## EXERCISE
Starting at the top of the records, output every line through the one that contains "Input: one rendered map. Summarize", keeping each exactly as it appears.

Saved data entries:
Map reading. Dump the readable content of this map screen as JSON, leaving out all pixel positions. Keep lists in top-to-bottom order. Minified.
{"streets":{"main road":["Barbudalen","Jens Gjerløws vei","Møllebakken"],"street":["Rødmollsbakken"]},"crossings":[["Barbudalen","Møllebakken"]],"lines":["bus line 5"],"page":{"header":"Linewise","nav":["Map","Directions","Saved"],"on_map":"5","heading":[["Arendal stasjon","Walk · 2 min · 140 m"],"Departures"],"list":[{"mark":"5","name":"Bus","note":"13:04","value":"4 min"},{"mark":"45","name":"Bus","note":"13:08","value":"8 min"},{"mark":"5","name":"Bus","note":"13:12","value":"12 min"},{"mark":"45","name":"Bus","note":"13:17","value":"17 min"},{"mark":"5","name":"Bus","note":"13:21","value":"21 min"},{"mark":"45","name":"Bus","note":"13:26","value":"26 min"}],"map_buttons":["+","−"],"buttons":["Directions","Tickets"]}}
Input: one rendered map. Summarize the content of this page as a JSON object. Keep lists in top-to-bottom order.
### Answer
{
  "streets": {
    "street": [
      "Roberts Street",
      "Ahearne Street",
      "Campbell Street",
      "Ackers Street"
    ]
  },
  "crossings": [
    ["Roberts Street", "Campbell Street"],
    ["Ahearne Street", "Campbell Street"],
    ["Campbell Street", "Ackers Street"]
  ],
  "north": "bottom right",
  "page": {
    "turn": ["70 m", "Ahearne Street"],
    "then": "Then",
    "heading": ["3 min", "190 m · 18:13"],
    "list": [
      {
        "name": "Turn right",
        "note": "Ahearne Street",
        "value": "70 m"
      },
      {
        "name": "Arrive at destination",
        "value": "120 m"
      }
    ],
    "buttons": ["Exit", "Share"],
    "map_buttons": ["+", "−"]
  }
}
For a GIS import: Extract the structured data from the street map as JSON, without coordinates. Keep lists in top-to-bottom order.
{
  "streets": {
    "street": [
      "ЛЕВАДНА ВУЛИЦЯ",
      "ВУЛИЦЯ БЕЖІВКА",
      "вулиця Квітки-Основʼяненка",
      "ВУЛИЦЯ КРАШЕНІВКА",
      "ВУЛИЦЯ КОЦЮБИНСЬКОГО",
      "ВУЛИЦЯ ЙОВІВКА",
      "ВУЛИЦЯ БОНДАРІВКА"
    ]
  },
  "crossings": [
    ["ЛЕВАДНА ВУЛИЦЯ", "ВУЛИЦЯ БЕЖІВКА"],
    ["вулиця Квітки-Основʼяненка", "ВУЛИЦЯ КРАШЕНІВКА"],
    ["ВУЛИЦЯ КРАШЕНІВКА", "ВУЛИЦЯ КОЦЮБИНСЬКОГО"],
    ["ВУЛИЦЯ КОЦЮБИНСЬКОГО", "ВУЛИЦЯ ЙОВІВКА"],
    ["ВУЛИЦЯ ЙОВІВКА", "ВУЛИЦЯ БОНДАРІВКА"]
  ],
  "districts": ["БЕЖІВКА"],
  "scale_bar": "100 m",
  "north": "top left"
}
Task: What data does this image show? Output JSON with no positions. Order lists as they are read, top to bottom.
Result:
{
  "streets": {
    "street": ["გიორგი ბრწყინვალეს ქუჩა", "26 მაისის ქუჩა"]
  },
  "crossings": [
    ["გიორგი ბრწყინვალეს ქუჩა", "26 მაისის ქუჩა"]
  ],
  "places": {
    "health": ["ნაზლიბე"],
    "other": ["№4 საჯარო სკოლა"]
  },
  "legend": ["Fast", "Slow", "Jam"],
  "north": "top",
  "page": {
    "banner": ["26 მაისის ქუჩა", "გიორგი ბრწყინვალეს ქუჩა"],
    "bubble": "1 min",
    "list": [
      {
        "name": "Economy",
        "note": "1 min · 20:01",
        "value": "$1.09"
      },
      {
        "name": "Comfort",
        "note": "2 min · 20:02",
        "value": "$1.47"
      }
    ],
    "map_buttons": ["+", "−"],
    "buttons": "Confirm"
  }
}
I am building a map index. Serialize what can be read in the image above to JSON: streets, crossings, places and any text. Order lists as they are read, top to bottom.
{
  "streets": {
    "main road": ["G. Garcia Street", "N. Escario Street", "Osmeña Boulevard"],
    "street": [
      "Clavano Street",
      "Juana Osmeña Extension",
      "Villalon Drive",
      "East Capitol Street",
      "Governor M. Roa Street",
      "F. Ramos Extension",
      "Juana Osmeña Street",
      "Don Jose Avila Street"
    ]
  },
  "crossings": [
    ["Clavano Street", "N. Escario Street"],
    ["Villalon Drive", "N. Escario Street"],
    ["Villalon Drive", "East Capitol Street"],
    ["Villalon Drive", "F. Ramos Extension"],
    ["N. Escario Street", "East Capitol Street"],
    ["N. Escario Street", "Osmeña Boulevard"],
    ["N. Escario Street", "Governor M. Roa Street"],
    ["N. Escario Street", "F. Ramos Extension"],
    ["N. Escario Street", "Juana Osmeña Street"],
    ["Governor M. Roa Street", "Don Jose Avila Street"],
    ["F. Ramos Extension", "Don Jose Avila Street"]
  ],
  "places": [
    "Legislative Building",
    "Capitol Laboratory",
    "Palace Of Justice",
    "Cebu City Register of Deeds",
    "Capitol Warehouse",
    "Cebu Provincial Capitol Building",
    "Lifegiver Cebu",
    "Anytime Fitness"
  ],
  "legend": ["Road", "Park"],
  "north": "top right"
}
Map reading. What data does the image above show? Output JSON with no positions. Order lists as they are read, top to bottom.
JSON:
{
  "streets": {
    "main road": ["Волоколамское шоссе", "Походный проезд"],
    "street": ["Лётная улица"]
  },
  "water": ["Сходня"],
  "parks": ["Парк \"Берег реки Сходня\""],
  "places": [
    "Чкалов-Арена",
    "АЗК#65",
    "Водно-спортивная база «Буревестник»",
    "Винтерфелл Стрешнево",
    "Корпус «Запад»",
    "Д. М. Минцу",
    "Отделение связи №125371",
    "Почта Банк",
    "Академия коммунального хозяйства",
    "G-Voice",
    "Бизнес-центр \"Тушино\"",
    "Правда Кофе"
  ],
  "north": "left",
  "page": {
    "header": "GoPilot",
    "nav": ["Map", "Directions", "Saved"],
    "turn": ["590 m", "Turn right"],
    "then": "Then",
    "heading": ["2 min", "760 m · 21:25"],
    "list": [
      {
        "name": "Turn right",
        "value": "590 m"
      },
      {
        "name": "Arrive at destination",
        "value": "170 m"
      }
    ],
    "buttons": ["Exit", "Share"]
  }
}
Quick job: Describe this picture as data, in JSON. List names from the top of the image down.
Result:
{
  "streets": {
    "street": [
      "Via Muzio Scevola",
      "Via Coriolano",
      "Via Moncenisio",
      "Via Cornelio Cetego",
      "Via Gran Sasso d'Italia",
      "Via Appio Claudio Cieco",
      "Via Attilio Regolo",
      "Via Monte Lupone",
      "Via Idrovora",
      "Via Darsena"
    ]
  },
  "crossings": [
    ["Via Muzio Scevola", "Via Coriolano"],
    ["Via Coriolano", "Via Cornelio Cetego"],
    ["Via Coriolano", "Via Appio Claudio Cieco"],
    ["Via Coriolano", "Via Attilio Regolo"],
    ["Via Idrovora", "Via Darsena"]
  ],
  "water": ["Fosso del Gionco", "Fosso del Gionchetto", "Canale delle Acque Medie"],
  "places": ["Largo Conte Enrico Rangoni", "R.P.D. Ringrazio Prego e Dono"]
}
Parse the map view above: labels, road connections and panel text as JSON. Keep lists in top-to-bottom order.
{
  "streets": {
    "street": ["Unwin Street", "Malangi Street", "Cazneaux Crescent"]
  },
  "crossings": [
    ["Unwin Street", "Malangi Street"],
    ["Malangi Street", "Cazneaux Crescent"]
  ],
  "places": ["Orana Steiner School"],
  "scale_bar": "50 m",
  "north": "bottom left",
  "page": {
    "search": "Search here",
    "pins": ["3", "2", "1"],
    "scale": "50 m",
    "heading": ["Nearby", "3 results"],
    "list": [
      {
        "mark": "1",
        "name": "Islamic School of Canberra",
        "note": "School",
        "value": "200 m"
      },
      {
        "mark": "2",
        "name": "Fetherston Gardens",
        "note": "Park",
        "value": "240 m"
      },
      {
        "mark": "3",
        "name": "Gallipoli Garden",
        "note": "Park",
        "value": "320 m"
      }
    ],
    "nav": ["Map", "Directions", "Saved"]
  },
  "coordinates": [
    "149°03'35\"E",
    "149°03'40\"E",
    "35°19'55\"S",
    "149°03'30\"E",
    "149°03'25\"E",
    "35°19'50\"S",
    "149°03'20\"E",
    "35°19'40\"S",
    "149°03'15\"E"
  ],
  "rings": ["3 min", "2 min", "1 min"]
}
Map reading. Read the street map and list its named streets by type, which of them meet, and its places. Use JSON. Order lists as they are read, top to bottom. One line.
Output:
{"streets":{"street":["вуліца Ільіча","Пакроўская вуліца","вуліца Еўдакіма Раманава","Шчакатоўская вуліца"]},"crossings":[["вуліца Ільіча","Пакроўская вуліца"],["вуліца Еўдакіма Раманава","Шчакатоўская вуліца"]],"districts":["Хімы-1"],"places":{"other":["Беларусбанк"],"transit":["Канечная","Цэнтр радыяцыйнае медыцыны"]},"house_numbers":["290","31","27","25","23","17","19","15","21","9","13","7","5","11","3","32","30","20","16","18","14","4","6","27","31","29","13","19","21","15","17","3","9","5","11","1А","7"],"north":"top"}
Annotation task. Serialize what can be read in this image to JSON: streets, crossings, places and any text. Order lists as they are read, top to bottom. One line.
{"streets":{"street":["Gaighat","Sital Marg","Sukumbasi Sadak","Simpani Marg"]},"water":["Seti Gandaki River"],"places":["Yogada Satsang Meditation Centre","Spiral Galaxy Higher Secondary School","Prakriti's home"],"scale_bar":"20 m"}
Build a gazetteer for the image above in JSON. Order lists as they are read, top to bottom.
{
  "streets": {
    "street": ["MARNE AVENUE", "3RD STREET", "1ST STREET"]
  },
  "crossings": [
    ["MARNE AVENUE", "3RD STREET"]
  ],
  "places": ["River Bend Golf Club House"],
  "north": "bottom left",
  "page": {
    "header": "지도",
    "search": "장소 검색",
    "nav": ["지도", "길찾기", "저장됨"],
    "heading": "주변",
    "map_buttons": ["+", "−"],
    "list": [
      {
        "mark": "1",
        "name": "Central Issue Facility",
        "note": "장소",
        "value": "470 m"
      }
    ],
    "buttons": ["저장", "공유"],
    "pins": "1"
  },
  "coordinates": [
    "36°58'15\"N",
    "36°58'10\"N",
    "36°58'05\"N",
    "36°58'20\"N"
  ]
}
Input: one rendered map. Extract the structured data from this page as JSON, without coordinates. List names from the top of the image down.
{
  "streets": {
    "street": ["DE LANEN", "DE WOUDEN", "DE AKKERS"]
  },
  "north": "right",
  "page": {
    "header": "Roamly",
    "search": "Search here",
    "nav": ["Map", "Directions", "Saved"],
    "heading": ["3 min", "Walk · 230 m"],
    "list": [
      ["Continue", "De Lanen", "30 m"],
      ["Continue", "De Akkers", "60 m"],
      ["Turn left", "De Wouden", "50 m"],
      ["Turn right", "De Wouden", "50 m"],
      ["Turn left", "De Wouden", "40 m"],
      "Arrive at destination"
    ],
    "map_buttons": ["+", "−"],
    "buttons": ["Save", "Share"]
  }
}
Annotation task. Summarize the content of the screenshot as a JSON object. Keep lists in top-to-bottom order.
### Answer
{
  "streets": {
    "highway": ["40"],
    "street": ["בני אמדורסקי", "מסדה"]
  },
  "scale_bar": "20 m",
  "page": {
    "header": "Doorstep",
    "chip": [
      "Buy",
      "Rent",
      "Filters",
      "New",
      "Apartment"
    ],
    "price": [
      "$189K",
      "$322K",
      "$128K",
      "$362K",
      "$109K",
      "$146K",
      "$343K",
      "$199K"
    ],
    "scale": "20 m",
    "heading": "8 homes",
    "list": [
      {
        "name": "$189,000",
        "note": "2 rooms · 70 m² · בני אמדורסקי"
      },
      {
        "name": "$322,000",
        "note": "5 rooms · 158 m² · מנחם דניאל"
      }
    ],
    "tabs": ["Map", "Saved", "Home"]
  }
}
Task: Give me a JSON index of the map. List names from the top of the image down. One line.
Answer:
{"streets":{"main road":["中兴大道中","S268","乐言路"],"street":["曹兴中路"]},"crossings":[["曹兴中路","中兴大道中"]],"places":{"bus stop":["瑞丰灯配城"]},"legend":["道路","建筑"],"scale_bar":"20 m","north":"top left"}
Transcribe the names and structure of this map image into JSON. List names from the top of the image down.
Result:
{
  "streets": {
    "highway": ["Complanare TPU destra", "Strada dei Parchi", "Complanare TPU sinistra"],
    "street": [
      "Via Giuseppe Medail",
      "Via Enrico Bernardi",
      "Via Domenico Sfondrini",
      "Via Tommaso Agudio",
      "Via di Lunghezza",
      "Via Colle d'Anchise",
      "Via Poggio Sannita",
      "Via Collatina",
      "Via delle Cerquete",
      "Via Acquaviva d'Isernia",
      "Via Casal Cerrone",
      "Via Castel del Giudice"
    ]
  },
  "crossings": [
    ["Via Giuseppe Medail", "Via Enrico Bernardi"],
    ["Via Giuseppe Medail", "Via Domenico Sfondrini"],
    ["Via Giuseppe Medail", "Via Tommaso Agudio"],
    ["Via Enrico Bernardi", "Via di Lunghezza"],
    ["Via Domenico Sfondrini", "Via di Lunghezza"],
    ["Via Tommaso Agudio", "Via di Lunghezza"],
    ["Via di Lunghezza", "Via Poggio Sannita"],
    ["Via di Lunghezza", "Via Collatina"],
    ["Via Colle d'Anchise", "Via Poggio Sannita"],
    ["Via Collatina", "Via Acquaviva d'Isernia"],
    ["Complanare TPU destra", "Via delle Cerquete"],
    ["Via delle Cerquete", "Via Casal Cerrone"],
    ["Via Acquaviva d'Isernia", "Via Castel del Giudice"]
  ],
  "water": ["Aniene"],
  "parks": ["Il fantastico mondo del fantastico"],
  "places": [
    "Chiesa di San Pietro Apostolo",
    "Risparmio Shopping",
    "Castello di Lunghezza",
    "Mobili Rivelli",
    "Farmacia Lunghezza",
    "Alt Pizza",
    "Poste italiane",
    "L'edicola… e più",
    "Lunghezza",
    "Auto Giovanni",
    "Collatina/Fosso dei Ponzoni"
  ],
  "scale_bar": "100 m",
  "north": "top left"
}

## ANSWER SPACE
Map reading. Dump the readable content of this map screen as JSON, leaving out all pixel positions. Keep lists in top-to-bottom order. Minified.
{"streets":{"main road":["Barbudalen","Jens Gjerløws vei","Møllebakken"],"street":["Rødmollsbakken"]},"crossings":[["Barbudalen","Møllebakken"]],"lines":["bus line 5"],"page":{"header":"Linewise","nav":["Map","Directions","Saved"],"on_map":"5","heading":[["Arendal stasjon","Walk · 2 min · 140 m"],"Departures"],"list":[{"mark":"5","name":"Bus","note":"13:04","value":"4 min"},{"mark":"45","name":"Bus","note":"13:08","value":"8 min"},{"mark":"5","name":"Bus","note":"13:12","value":"12 min"},{"mark":"45","name":"Bus","note":"13:17","value":"17 min"},{"mark":"5","name":"Bus","note":"13:21","value":"21 min"},{"mark":"45","name":"Bus","note":"13:26","value":"26 min"}],"map_buttons":["+","−"],"buttons":["Directions","Tickets"]}}
Input: one rendered map. Summarize the content of this page as a JSON object. Keep lists in top-to-bottom order.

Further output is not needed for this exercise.